问题
We have a table with about 40k rows, querying on secondary index is slow(30 seconds on production). Our cassandra is 1.2.8. The table schema is as following:
CREATE TABLE usertask (
tid uuid PRIMARY KEY,
content text,
ts int
) WITH
bloom_filter_fp_chance=0.010000 AND
caching='KEYS_ONLY' AND
comment='' AND
dclocal_read_repair_chance=0.000000 AND
gc_grace_seconds=864000 AND
read_repair_chance=0.100000 AND
replicate_on_write='true' AND
populate_io_cache_on_flush='false' AND
compaction={'class': 'SizeTieredCompactionStrategy'} AND
compression={'sstable_compression': 'SnappyCompressor'};
CREATE INDEX usertask_ts_idx ON usertask (ts);
When I turn on tracing, I notice there is a lot of lines like the following:
Executing single-partition query on usertask.usertask_ts_idx
With only 40k rows, it looks like there are some thousands of query on usertask_ts_idx. What could be the problem? Thanks
More investigation
I try the same query on our test server, it is much faster(30 seconds on prod, 1-2 seconds on test server).
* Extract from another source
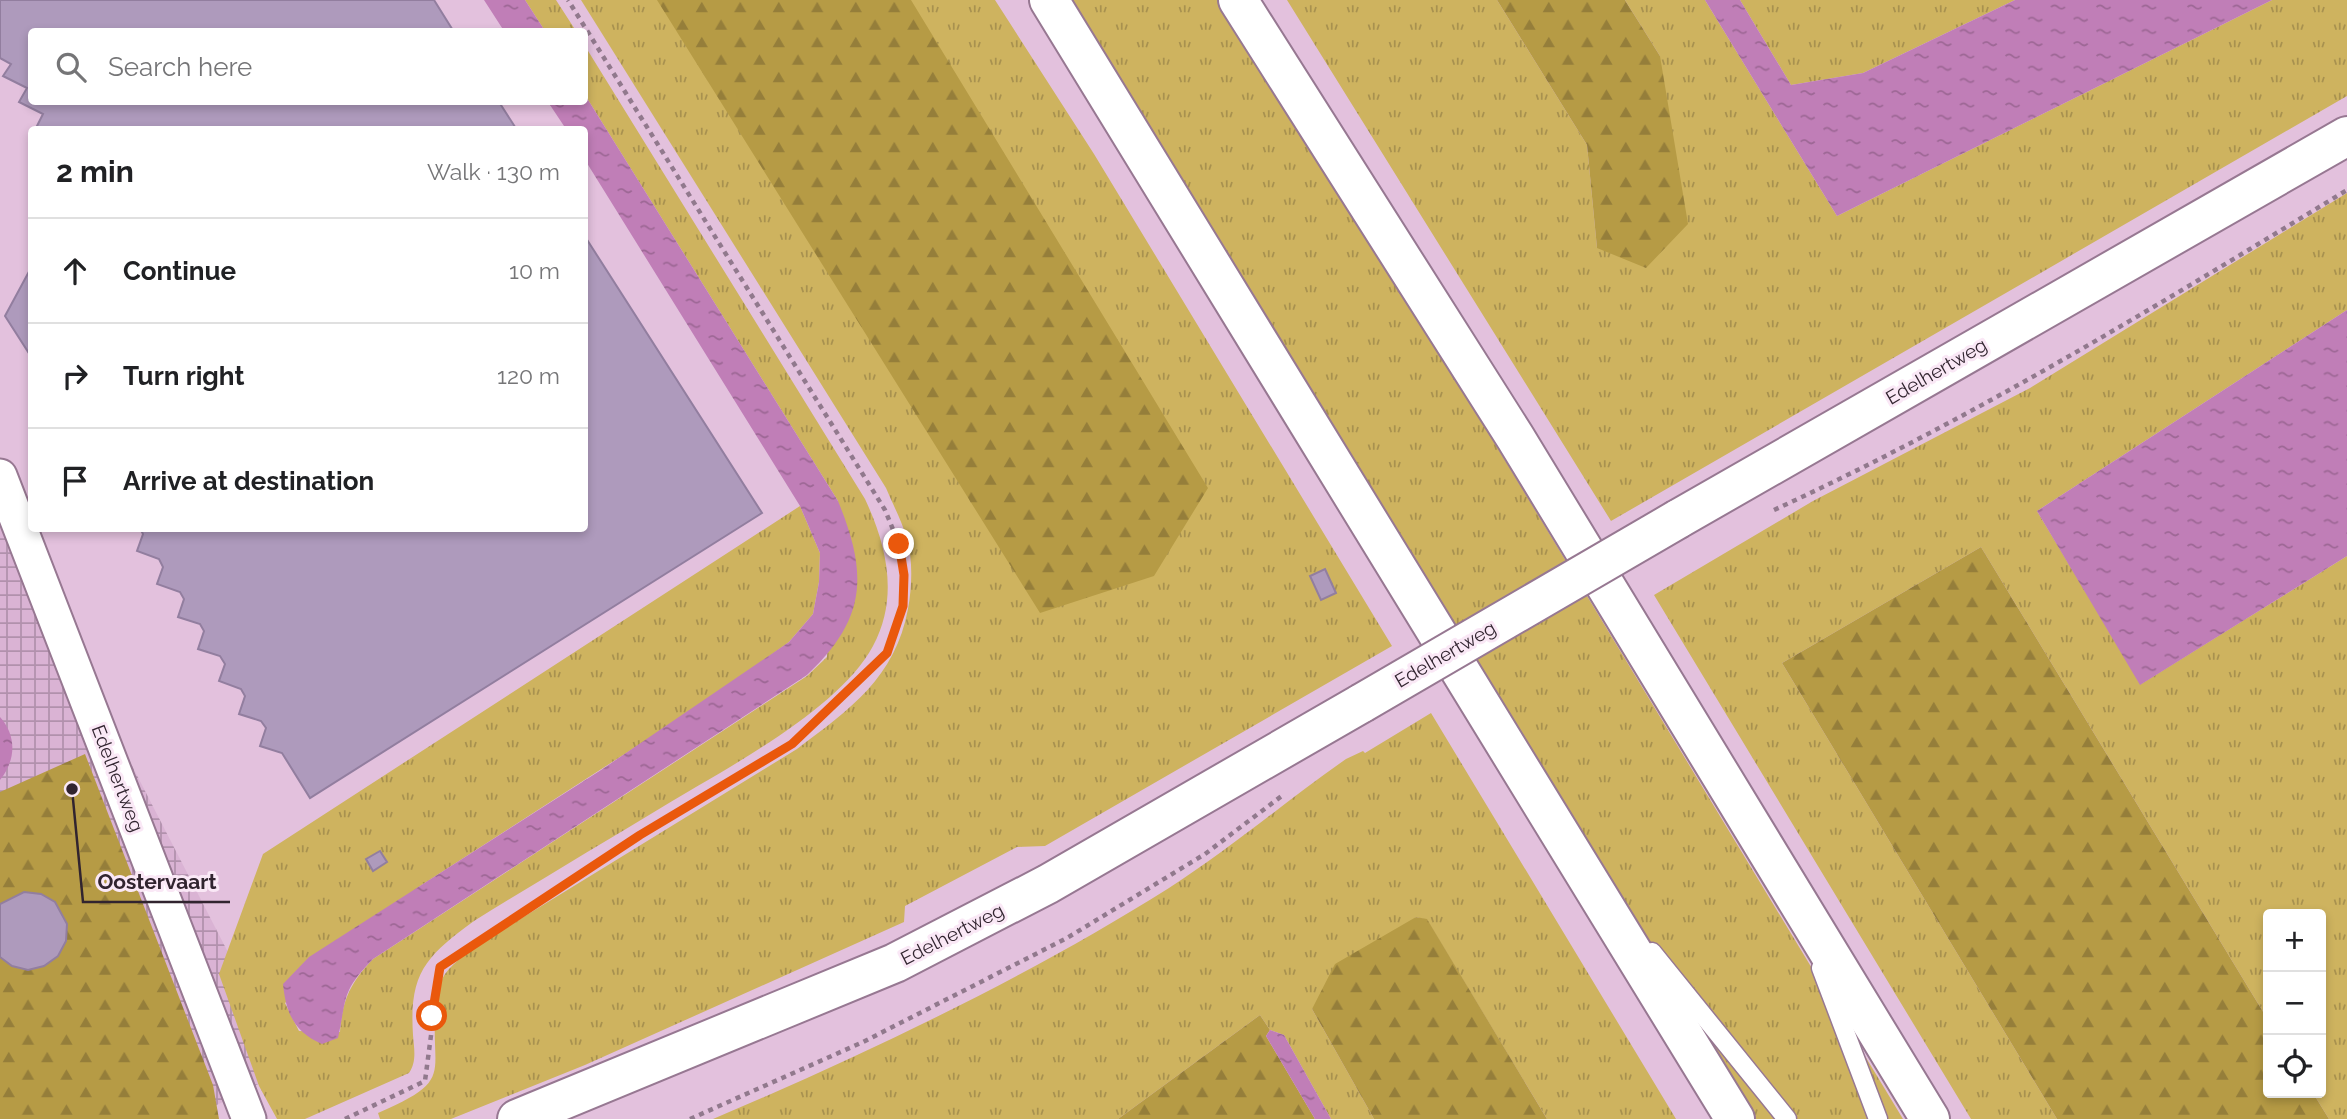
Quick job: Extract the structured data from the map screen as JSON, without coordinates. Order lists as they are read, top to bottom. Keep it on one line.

After comparing the tracing log, the difference is the time spending at seeking to partition indexed section in data file. On our production it takes 1000-3000 micro sec for each seek, on dev server it takes 100 micro seconds. I guess our production server has not enough memory to cache the data file so it is slow at seeking in data file.
回答1:
I am presuming ts
is a timestamp, in which case this is not a good candidate for a secondary index. The reason is that it's a high cardinality value (i.e. all values are essentially unique). This means you'll end up with almost one row in the index for each row in usertask
--effectively resulting in a join operation. Joins are terribly slow on a distributed database. Since you haven't shown your query I'm not sure exactly what you're doing, but you'll need to rethink your model if you want to query based on time.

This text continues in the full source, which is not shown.